▶ WHAT THE EXERCISE ASKS: With the line containing "44V38M15 44V38M25 44V22M35" as the first and the final line of the entries as the last, repeat exactly the lines in that span, including both.

▶ EXCERPTED DATA:
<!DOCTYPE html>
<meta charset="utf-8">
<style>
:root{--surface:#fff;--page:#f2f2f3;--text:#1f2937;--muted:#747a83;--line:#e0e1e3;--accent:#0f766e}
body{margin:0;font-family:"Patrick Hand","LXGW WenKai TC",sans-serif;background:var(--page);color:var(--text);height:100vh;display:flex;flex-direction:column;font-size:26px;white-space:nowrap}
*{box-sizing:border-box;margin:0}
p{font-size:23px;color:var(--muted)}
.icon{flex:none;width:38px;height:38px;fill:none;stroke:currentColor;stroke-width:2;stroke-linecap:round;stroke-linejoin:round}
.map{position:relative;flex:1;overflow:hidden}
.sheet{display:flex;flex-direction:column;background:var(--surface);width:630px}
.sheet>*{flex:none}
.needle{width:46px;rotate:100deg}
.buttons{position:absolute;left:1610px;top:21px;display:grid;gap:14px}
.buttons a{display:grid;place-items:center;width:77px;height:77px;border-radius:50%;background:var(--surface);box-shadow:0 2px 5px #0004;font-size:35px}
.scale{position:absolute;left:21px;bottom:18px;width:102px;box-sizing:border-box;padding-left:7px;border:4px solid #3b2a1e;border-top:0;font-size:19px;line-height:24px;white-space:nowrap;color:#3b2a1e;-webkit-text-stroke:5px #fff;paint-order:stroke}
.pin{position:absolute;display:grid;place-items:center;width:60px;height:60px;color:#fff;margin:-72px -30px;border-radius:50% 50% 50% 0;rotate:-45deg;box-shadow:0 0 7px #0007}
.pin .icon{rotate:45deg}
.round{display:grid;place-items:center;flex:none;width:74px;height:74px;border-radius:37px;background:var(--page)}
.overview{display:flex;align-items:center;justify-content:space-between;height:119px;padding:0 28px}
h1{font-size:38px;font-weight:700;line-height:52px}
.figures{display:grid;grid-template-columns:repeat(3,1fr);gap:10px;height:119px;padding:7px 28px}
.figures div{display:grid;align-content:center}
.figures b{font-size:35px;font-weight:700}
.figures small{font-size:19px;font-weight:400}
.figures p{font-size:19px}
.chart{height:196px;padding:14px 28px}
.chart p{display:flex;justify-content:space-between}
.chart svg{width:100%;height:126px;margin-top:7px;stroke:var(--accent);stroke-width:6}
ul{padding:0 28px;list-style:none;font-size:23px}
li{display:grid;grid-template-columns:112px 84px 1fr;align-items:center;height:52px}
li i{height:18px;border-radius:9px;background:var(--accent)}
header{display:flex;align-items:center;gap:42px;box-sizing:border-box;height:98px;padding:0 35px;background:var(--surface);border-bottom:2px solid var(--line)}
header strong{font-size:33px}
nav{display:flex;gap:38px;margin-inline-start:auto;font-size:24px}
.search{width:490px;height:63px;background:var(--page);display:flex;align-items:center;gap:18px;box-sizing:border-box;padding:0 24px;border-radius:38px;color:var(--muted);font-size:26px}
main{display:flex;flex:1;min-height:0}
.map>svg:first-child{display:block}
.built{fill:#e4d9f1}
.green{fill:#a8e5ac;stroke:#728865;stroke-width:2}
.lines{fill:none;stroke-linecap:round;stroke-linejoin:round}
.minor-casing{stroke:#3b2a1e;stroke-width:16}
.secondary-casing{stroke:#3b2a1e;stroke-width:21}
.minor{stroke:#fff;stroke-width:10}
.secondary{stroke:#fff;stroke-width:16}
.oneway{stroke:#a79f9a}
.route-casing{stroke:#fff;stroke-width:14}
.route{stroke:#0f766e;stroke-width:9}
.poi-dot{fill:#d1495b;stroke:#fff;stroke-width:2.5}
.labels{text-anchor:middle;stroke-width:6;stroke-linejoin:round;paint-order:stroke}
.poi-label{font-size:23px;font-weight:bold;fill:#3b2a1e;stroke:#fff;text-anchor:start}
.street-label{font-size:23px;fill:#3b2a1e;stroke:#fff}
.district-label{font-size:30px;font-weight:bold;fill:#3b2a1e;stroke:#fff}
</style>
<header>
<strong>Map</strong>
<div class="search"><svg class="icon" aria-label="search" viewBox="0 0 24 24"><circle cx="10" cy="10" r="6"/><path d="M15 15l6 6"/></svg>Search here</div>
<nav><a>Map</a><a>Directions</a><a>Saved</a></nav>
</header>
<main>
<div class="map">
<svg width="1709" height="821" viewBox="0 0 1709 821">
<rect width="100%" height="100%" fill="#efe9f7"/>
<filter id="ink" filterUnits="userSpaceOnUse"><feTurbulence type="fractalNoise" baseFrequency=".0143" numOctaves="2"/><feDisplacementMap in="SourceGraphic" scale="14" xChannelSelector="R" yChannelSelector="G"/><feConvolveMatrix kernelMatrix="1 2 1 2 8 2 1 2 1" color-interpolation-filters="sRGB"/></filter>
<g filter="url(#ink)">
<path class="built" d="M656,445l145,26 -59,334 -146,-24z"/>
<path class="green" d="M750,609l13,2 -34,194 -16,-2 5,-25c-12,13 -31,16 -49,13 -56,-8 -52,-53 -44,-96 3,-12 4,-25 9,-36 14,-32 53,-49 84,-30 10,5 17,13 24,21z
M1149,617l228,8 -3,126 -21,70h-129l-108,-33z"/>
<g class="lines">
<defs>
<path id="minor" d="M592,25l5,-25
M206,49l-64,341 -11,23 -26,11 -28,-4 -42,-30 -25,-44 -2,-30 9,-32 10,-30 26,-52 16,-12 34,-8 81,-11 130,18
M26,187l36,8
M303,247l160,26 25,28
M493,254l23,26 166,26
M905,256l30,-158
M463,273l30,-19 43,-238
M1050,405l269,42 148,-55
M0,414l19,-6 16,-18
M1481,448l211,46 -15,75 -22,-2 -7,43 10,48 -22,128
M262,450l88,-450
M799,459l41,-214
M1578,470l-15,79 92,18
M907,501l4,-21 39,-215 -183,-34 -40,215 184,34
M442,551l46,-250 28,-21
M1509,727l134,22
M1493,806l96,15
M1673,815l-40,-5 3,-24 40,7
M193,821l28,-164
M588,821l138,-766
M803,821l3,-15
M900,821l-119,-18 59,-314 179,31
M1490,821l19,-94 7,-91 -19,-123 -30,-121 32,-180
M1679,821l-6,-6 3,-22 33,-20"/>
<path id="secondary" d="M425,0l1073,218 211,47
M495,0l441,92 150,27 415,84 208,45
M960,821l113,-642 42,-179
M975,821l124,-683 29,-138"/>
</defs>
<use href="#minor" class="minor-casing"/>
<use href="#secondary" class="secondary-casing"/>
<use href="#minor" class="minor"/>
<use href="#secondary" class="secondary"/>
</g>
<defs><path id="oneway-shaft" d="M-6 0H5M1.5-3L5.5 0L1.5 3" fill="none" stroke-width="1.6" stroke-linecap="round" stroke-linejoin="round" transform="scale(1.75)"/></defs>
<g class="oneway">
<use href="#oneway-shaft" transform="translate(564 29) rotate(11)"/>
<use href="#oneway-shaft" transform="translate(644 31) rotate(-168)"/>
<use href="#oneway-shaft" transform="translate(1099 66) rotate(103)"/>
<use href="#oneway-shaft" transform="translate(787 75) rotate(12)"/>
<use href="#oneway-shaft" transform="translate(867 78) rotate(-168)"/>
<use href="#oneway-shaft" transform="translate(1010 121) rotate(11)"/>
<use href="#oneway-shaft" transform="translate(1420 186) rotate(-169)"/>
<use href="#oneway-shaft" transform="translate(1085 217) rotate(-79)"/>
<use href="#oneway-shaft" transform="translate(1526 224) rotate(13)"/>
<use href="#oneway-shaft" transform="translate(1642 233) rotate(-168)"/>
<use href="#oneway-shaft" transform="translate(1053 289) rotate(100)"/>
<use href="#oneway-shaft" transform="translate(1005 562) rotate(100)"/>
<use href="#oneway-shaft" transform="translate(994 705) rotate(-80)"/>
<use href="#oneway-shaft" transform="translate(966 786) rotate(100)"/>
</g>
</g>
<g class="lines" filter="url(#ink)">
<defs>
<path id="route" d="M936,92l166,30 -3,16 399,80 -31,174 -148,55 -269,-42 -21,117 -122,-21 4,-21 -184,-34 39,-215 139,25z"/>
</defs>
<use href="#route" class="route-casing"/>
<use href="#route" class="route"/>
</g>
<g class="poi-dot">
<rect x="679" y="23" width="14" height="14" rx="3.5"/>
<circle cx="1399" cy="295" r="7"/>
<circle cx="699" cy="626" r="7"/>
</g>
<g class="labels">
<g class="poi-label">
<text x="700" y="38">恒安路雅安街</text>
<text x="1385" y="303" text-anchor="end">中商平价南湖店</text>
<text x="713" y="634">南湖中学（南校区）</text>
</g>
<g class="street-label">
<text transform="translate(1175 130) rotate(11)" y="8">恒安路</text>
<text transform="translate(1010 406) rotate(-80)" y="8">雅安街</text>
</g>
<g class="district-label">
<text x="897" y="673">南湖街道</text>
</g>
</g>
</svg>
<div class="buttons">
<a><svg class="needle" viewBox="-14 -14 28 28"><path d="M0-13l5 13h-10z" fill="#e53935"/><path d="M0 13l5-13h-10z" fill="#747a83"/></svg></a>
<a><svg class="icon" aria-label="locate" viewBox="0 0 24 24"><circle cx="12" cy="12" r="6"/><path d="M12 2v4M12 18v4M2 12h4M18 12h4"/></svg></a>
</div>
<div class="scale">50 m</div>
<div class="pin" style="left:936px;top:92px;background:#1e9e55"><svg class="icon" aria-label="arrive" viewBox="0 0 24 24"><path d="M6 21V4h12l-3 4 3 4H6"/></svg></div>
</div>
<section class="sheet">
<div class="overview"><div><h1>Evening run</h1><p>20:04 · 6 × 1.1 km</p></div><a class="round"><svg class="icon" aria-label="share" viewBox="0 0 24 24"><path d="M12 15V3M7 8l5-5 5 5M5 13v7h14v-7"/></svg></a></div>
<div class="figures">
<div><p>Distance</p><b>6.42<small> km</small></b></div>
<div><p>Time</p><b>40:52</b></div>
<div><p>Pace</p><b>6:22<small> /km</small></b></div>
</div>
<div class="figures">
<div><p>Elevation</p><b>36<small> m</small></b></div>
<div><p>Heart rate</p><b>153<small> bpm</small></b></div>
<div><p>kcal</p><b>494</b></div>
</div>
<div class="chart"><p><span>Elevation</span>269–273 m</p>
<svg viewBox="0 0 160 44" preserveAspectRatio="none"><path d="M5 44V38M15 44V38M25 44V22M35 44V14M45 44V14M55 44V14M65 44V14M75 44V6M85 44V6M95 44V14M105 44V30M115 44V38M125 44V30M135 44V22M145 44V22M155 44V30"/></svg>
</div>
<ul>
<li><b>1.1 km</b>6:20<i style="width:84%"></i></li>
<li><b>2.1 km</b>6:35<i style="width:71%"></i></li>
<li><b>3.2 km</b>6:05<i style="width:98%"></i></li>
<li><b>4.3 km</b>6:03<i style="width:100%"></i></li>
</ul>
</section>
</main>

▶ TASK OUTPUT:
<svg viewBox="0 0 160 44" preserveAspectRatio="none"><path d="M5 44V38M15 44V38M25 44V22M35 44V14M45 44V14M55 44V14M65 44V14M75 44V6M85 44V6M95 44V14M105 44V30M115 44V38M125 44V30M135 44V22M145 44V22M155 44V30"/></svg>
</div>
<ul>
<li><b>1.1 km</b>6:20<i style="width:84%"></i></li>
<li><b>2.1 km</b>6:35<i style="width:71%"></i></li>
<li><b>3.2 km</b>6:05<i style="width:98%"></i></li>
<li><b>4.3 km</b>6:03<i style="width:100%"></i></li>
</ul>
</section>
</main>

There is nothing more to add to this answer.